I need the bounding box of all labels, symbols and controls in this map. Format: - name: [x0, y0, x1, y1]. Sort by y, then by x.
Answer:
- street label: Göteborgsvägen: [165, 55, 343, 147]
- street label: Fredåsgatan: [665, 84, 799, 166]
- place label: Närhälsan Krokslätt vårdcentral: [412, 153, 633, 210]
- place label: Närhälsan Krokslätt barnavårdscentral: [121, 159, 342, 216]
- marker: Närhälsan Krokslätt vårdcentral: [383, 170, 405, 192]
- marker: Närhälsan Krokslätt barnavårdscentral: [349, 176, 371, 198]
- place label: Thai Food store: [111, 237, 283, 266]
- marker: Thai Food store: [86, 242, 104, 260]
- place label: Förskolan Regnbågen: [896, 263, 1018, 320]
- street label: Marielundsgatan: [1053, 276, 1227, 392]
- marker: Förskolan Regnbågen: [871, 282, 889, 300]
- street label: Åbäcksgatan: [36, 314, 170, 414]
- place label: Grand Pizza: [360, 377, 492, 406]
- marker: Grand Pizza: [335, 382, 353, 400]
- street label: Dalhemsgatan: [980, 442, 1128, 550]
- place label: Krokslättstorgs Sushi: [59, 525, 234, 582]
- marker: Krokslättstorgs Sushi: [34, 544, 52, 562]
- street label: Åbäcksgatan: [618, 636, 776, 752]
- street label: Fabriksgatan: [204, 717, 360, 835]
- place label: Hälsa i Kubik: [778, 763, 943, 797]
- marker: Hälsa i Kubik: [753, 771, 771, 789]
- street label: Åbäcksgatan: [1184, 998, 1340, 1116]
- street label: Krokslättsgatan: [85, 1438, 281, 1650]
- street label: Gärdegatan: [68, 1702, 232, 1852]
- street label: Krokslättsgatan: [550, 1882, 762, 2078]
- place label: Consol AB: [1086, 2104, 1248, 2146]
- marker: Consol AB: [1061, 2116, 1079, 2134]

========================

* Task details
The answer should be a single number: the count of lines in the data that include the string "store".

* Reply to the exercise
2